Le contrat dont disposait Monsieur Edeline, également propriétaire des deux cinémas de Versailles, courait jusqu’en 2015, il était donc attendu que le cinéma reste ouvert au moins un an de plus. Il semblait néanmoins acté qu’Unibail, société gestionnaire du centre commercial souhaitait se séparer de Jean-François Edeline ; le journal Toutes Les Nouvelles de Versailles y avait d’ailleurs consacré un article à l’automne dernier. Depuis plus de dix ans, la réfection totale du cinéma est régulièrement évoquée, afin de créer un complexe UGC, Pathé ou Gaumont de 8 à 10 salles. L’espace pour un agrandissement existe, certains Chesnaysiens se souviennent de la boite de nuit qui se trouvait à cet endroit et qui constitue aujourd’hui des locaux vacants.

Mais tout cela n’était qu’un projet. Aujourd’hui, nous n’avons plus de cinéma dans notre ville et nous ne savons pas ce que nous aurons à la place. Les loyers de Parly 2 ne cessent de grimper, seules des boutiques toujours plus haut de gamme peuvent encore s’y installer, et la culture est ainsi sacrifiée face aux profits. Ce cinéma de quartier était particulièrement fréquenté par les familles chesnaysiennes, grâce à une large diffusion des films pour les jeunes, et une récente mesure permettant aux moins de 14 ans de bénéficier d’un tarif de 4 €.

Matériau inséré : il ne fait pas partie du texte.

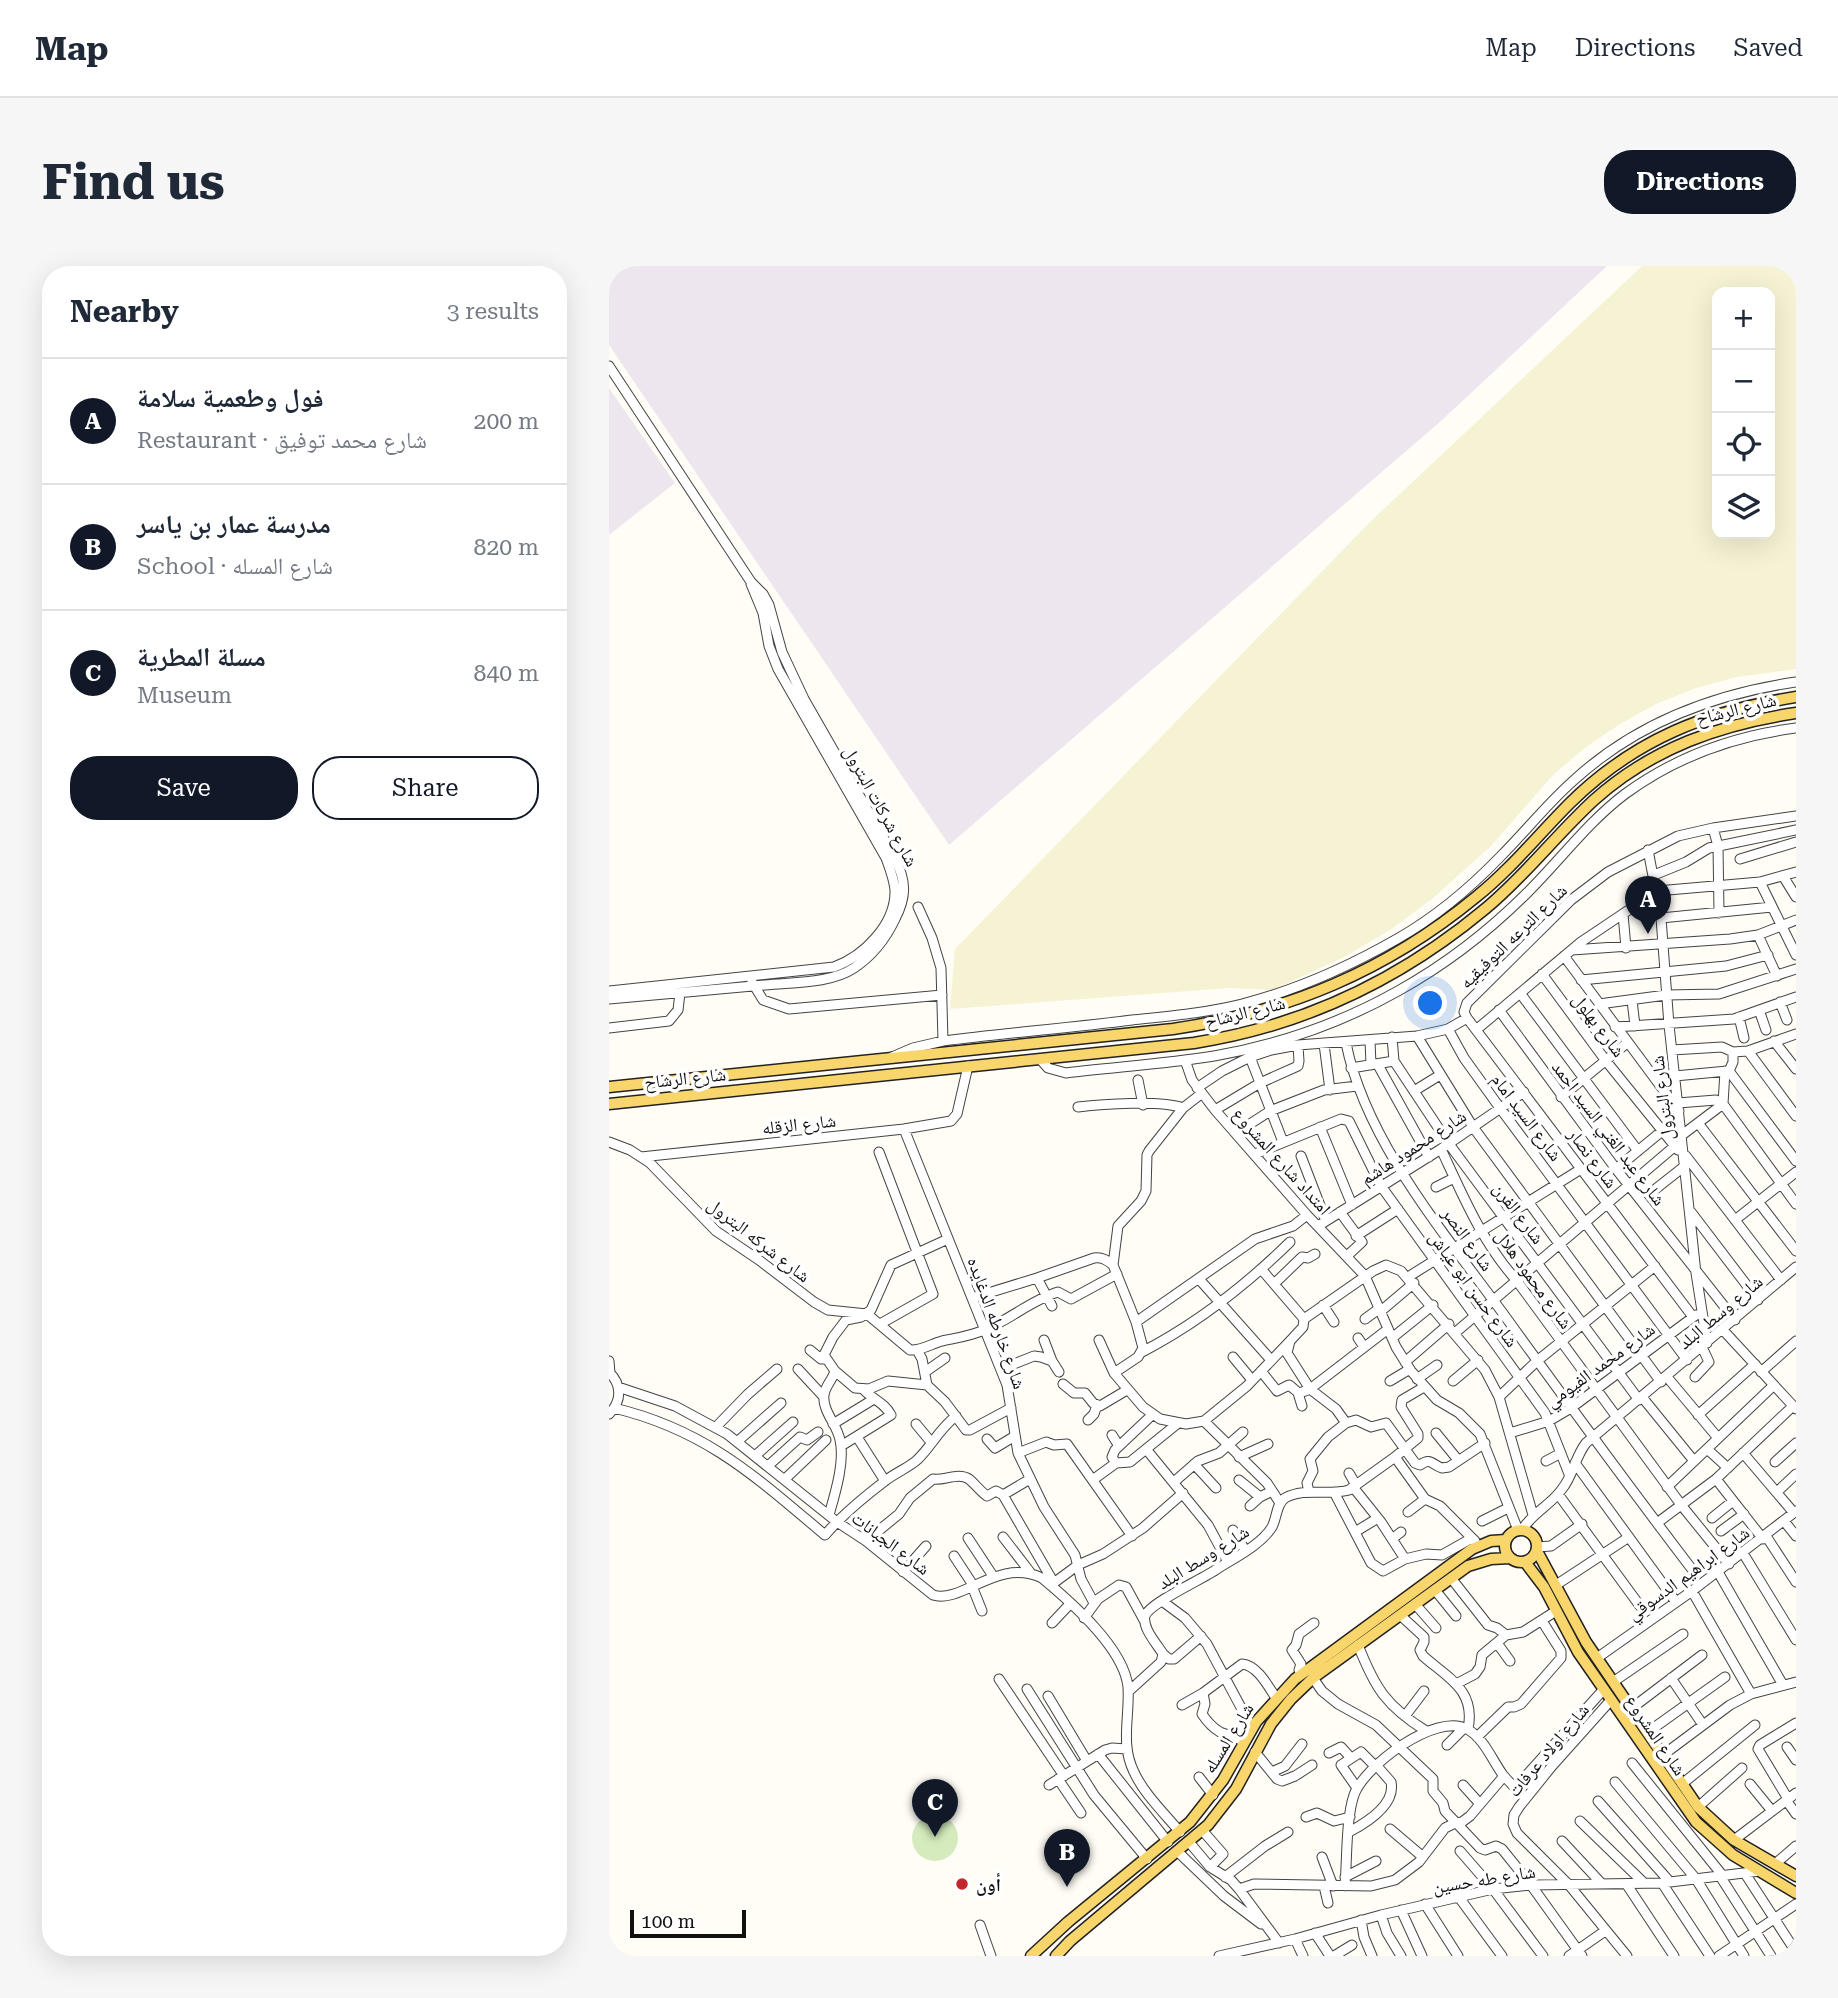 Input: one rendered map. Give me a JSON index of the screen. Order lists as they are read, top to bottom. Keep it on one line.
{"streets":{"main road":["شارع الرشاح","شارع المشروع","شارع المسله"],"street":["شارع شركات البترول","شارع الترعه التوفيقيه","شارع بهلول","شارع البترول","شارع السيد امام","شارع الزقله","شارع عبد الغني السيد احمد","شارع محمود هاشم","شارع نصار","امتداد شارع المشروع","شارع الفرن","شارع النصر","شارع شركه البترول","شارع محمود هلال","شارع حسن ابو عياش","شارع وسط البلد","شارع خارطه الدغايده","شارع محمد الفيومي","شارع الجبانات","شارع ابراهيم الدسوقي","شارع اولاد عرفات","شارع طه حسين"]},"crossings":[["شارع الرشاح","شارع الزقله"],["شارع الترعه التوفيقيه","شارع البترول"],["شارع الترعه التوفيقيه","شارع السيد امام"],["شارع الترعه التوفيقيه","شارع نصار"],["شارع الترعه التوفيقيه","امتداد شارع المشروع"],["شارع الترعه التوفيقيه","شارع الفرن"],["شارع الترعه التوفيقيه","شارع النصر"],["شارع بهلول","شارع البترول"],["شارع بهلول","شارع وسط البلد"],["شارع البترول","شارع عبد الغني السيد احمد"],["شارع البترول","شارع نصار"],["شارع البترول","شارع وسط البلد"],["شارع البترول","شارع محمد الفيومي"],["شارع السيد امام","شارع محمود هاشم"],["شارع السيد امام","شارع وسط البلد"],["شارع السيد امام","شارع محمد الفيومي"],["شارع الزقله","شارع شركه البترول"],["شارع الزقله","شارع خارطه الدغايده"],["شارع عبد الغني السيد احمد","شارع وسط البلد"],["شارع محمود هاشم","شارع نصار"],["شارع محمود هاشم","امتداد شارع المشروع"],["شارع محمود هاشم","شارع الفرن"],["شارع محمود هاشم","شارع النصر"],["شارع محمود هاشم","شارع محمود هلال"],["شارع محمود هاشم","شارع حسن ابو عياش"],["شارع نصار","شارع محمد الفيومي"],["امتداد شارع المشروع","شارع وسط البلد"],["امتداد شارع المشروع","شارع المشروع"],["امتداد شارع المشروع","شارع المسله"],["شارع الفرن","شارع محمود هلال"],["شارع الفرن","شارع وسط البلد"],["شارع الفرن","شارع محمد الفيومي"],["شارع النصر","شارع وسط البلد"],["شارع النصر","شارع محمد الفيومي"],["شارع محمود هلال","شارع وسط البلد"],["شارع محمود هلال","شارع محمد الفيومي"],["شارع محمود هلال","شارع ابراهيم الدسوقي"],["شارع حسن ابو عياش","شارع وسط البلد"],["شارع حسن ابو عياش","شارع محمد الفيومي"],["شارع وسط البلد","شارع المشروع"],["شارع وسط البلد","شارع المسله"],["شارع ابراهيم الدسوقي","شارع المشروع"],["شارع المشروع","شارع المسله"],["شارع المشروع","شارع اولاد عرفات"],["شارع المشروع","شارع طه حسين"],["شارع اولاد عرفات","شارع طه حسين"]],"places":["أون"],"scale_bar":"100 m","page":{"header":"Map","nav":["Map","Directions","Saved"],"buttons":["Directions",["Save","Share"]],"title":"Find us","heading":["Nearby","3 results"],"map_buttons":["+","−"],"list":[{"mark":"A","name":"فول وطعمية سلامة","note":"Restaurant · شارع محمد توفيق","value":"200 m"},{"mark":"B","name":"مدرسة عمار بن ياسر","note":"School · شارع المسله","value":"820 m"},{"mark":"C","name":"مسلة المطرية","note":"Museum","value":"840 m"}],"pins":["A","C","B"],"scale":"100 m"}}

Si cette affaire relève, certes, du domaine privé, on peut s’interroger sur l’inaction du maire.
A Versailles, François de Mazières se bat depuis des années pour sauver les cinémas de centre-ville : il a abandonné le projet de multiplexe lors de sa prise de fonction de maire en 2008, et pèse actuellement de tout son poids pour empêcher le quadruplement de la capacité de l’UGC de
Vélizy 2. Philippe Brillault semble lui se contenter du fait que les Chesnaysiens aillent à Versailles, voire à Saint-Quentin-en-Yvelines, et que notre ville devienne une cité dortoir.